The Smashing Pumpkins, recently reuniting three-fourths of its classic lineup, performed songs exclusively from their first five records as part of the ambitious, 38-date Shiny and Oh So Bright Tour. The tour commemorates the 30th anniversary of the band’s formation and quick ascent to alt-rock darlings alongside Nirvana, Soundgarden, Pearl Jam and others.
Hurried anticipation fueled the just-short-of-a-speed-walk trek to the front entrance, and my mind interjected with the memory of standing in line behind Kurt Cobain and Courtney Love (who were fans of the music just as much as the rest of us) at the Hollywood Palladium during the Siamese Dream tour in ’93. Overhearing a conversation on the way up to the arena, I learned that frontman Billy Corgan suffered a food poisoning bout which cut the band’s set short in Oakland the night before. Would it affect tonight’s concert? I guess we were about to find out.
Corgan appeared first with just a guitar to perform the opening track to Mellon Collie and the Infinite Sadness in front of a giant video screen, which flooded the arena with childhood photos and Super-8 footage of Corgan.
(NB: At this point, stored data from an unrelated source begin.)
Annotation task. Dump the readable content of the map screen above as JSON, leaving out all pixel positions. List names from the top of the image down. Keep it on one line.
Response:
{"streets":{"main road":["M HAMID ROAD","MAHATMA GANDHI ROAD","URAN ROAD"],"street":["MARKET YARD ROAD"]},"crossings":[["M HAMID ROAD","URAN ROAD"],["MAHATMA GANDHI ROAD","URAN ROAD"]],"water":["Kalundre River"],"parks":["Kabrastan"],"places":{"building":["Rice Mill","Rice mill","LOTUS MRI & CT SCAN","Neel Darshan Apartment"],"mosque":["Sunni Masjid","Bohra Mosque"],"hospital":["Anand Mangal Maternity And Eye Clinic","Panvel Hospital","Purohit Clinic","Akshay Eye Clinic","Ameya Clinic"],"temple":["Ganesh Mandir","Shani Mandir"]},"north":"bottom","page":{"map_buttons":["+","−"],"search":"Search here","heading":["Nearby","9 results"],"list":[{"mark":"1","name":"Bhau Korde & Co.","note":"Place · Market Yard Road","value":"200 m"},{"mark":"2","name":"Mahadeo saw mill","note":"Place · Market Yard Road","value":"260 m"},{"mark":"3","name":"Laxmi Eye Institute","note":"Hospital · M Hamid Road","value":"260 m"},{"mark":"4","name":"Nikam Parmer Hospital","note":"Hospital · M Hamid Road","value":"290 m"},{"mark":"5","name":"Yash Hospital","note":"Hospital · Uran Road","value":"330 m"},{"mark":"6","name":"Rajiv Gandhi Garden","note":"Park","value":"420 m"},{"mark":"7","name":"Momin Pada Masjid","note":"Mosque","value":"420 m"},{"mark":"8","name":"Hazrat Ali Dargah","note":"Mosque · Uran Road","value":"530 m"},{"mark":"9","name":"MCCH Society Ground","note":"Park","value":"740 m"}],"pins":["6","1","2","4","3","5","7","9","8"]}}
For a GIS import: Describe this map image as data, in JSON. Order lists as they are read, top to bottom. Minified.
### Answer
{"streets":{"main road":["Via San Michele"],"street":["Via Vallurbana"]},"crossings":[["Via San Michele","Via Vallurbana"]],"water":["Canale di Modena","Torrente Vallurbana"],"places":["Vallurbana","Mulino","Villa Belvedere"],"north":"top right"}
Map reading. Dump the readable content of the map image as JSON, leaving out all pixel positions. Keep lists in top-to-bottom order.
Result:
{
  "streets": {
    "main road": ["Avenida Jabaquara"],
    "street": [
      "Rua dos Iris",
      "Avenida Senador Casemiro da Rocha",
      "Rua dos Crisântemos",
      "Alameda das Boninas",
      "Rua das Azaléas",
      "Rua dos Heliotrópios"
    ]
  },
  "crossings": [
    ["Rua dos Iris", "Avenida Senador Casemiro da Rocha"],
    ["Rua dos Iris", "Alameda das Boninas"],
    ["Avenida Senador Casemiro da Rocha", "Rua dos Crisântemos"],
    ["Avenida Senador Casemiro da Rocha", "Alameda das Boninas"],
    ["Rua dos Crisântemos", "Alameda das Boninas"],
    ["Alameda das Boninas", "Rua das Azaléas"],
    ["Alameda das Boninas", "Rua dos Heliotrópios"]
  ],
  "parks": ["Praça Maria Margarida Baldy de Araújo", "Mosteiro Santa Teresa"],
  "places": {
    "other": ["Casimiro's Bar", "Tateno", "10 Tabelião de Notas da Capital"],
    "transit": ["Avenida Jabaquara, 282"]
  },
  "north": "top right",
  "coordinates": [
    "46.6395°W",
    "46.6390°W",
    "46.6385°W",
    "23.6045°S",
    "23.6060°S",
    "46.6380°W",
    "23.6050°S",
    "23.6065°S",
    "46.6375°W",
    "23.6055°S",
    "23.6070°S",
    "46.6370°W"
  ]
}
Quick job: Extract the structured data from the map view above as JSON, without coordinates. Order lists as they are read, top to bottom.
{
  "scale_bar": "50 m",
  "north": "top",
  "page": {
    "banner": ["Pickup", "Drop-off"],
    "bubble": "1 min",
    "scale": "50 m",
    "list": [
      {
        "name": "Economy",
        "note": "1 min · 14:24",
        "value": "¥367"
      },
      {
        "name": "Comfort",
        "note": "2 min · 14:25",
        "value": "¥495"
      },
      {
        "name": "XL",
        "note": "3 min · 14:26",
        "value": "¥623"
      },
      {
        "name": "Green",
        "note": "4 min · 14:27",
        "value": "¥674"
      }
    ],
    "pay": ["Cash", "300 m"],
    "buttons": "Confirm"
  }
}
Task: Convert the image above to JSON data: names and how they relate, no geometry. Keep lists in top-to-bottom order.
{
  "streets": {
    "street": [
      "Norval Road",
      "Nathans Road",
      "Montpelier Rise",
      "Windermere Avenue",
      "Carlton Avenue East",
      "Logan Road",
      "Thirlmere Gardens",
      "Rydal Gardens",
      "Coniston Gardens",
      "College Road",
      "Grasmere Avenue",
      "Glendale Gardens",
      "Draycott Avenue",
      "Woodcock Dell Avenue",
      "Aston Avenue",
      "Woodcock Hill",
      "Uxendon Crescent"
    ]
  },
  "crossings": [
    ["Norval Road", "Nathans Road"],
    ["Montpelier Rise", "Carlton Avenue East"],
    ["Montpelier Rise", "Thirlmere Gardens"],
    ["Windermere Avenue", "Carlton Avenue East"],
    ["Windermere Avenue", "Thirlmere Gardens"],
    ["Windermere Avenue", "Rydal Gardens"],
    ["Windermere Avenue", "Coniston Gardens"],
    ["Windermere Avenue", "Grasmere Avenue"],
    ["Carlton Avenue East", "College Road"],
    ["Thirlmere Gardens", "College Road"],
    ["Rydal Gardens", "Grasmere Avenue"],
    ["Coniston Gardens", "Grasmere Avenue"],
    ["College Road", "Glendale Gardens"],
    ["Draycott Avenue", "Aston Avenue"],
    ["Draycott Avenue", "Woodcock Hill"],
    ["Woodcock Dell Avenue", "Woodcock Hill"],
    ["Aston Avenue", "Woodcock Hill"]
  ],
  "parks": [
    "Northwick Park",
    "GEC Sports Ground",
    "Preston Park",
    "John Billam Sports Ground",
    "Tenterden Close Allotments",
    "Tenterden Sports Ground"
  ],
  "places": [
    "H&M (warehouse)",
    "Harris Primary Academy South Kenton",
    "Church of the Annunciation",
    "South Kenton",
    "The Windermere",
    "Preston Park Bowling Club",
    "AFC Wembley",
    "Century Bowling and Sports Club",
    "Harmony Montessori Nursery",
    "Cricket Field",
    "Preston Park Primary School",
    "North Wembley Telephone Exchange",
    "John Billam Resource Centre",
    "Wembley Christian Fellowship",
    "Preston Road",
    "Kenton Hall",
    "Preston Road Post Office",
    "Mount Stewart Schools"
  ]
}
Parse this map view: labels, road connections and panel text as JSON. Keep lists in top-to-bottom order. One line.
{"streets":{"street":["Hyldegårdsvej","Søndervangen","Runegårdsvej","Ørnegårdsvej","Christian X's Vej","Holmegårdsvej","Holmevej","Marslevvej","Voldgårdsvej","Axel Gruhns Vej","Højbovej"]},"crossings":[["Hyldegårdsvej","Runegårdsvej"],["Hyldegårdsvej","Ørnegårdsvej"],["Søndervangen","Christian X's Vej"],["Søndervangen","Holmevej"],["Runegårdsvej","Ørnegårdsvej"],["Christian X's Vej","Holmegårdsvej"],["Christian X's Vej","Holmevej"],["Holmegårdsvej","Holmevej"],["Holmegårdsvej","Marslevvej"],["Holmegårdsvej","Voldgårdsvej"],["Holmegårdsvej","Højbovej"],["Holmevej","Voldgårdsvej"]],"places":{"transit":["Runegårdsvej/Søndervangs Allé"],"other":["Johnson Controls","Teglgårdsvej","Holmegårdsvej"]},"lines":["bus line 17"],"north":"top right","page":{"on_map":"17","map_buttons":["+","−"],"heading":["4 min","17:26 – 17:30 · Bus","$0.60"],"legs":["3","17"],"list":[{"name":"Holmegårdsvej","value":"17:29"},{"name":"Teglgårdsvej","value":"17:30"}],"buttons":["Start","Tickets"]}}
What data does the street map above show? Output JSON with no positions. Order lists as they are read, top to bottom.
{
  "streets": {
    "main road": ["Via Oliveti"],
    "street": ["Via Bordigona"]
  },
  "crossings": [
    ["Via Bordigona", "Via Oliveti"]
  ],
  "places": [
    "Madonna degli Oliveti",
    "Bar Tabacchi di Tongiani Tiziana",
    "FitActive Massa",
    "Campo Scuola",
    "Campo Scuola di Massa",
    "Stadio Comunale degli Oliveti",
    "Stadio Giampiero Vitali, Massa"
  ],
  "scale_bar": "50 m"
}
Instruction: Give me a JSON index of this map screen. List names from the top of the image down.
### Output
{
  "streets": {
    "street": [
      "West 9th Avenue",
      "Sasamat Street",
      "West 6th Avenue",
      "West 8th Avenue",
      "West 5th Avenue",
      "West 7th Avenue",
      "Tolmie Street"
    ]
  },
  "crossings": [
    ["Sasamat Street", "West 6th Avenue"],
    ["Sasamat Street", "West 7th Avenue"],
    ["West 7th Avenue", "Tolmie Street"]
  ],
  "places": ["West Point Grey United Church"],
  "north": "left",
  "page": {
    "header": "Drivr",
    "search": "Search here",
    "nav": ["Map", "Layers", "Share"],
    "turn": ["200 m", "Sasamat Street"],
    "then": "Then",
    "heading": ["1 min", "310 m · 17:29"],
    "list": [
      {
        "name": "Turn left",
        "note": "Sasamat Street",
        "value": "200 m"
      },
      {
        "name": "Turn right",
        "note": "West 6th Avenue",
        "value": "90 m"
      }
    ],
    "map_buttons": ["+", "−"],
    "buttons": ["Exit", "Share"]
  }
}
But oddly, the visuals were also of us, the fans. Colorful notes and scribbles danced on top of images warning that the innocence of childhood could and would be broken at anytime, giving way to the experience of our shadow selves. Pretty heavy stuff to start out the show, but what the hell. Halloween came early this year. Next, the band launched into why I had shown up in the first place: the “take no prisoners” attitude the band had on the Gish-, Siamese Dream- and Pisces Iscariot-era recordings. Bring on the lush walls of guitar backed by the punchy finesse of one of my favorite drummers, and let the games begin.
Brushing away any doubt about his health, Corgan sounded strong and driven. Tight from weeks of rehearsal, the Pumpkins were having fun and stayed near each other throughout a two-plus hour set of carefully chosen, mostly anthemic songs, with the addition of a few noteworthy covers. As David Bowie’s “Space Oddity”’s first chords began to ring out, we were all singing along creating a moment, part-eulogy and part-joy. Equally surprising, causing a shared “no way” whisper in the arena, was the moment “Stairway to Heaven” and its all-too familiar chord progression began to play. We were under their spell. The crows outside had been summoned, the incantations had been spoke, spirits were rising and the songs were LOUD.